* _Assigned task_
From the first line to the last, retype the listing without any alteration.

______________________________

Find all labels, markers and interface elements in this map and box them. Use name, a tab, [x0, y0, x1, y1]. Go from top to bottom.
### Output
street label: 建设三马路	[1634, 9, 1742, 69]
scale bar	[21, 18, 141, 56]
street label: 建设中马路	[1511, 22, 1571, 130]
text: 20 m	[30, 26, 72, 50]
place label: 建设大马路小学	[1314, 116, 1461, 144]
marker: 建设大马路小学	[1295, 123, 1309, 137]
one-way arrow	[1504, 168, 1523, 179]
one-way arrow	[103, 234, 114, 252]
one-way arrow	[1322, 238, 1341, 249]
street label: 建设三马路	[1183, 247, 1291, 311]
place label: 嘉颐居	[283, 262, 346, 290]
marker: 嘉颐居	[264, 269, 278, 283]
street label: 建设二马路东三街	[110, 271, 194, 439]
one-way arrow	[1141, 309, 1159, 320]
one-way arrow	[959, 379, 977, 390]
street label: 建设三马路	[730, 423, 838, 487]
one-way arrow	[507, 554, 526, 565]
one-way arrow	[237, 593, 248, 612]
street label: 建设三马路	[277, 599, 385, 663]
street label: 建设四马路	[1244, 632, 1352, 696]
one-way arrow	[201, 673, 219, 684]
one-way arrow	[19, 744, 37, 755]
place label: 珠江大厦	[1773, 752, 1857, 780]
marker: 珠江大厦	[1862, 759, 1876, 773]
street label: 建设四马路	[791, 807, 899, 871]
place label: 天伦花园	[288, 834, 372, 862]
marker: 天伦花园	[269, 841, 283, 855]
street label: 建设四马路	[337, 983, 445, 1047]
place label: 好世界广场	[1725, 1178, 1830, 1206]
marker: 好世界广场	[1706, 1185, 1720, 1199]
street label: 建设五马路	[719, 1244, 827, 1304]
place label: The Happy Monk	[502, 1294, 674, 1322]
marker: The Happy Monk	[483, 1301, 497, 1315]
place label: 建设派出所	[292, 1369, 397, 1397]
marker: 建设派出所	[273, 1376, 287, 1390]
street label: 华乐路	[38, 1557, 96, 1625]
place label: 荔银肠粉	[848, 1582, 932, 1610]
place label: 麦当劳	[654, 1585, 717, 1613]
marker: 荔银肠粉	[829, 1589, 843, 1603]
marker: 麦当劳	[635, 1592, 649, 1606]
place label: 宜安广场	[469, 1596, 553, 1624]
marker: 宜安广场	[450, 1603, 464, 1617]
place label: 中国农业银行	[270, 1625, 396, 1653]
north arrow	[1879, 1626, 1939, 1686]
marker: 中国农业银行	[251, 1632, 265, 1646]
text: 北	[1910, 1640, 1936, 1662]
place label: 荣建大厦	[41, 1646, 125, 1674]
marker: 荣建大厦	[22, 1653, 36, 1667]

______________________________

* _Expected answer_
Find all labels, markers and interface elements in this map and box them. Use name, a tab, [x0, y0, x1, y1]. Go from top to bottom.
### Output
street label: 建设三马路	[1634, 9, 1742, 69]
scale bar	[21, 18, 141, 56]
street label: 建设中马路	[1511, 22, 1571, 130]
text: 20 m	[30, 26, 72, 50]
place label: 建设大马路小学	[1314, 116, 1461, 144]
marker: 建设大马路小学	[1295, 123, 1309, 137]
one-way arrow	[1504, 168, 1523, 179]
one-way arrow	[103, 234, 114, 252]
one-way arrow	[1322, 238, 1341, 249]
street label: 建设三马路	[1183, 247, 1291, 311]
place label: 嘉颐居	[283, 262, 346, 290]
marker: 嘉颐居	[264, 269, 278, 283]
street label: 建设二马路东三街	[110, 271, 194, 439]
one-way arrow	[1141, 309, 1159, 320]
one-way arrow	[959, 379, 977, 390]
street label: 建设三马路	[730, 423, 838, 487]
one-way arrow	[507, 554, 526, 565]
one-way arrow	[237, 593, 248, 612]
street label: 建设三马路	[277, 599, 385, 663]
street label: 建设四马路	[1244, 632, 1352, 696]
one-way arrow	[201, 673, 219, 684]
one-way arrow	[19, 744, 37, 755]
place label: 珠江大厦	[1773, 752, 1857, 780]
marker: 珠江大厦	[1862, 759, 1876, 773]
street label: 建设四马路	[791, 807, 899, 871]
place label: 天伦花园	[288, 834, 372, 862]
marker: 天伦花园	[269, 841, 283, 855]
street label: 建设四马路	[337, 983, 445, 1047]
place label: 好世界广场	[1725, 1178, 1830, 1206]
marker: 好世界广场	[1706, 1185, 1720, 1199]
street label: 建设五马路	[719, 1244, 827, 1304]
place label: The Happy Monk	[502, 1294, 674, 1322]
marker: The Happy Monk	[483, 1301, 497, 1315]
place label: 建设派出所	[292, 1369, 397, 1397]
marker: 建设派出所	[273, 1376, 287, 1390]
street label: 华乐路	[38, 1557, 96, 1625]
place label: 荔银肠粉	[848, 1582, 932, 1610]
place label: 麦当劳	[654, 1585, 717, 1613]
marker: 荔银肠粉	[829, 1589, 843, 1603]
marker: 麦当劳	[635, 1592, 649, 1606]
place label: 宜安广场	[469, 1596, 553, 1624]
marker: 宜安广场	[450, 1603, 464, 1617]
place label: 中国农业银行	[270, 1625, 396, 1653]
north arrow	[1879, 1626, 1939, 1686]
marker: 中国农业银行	[251, 1632, 265, 1646]
text: 北	[1910, 1640, 1936, 1662]
place label: 荣建大厦	[41, 1646, 125, 1674]
marker: 荣建大厦	[22, 1653, 36, 1667]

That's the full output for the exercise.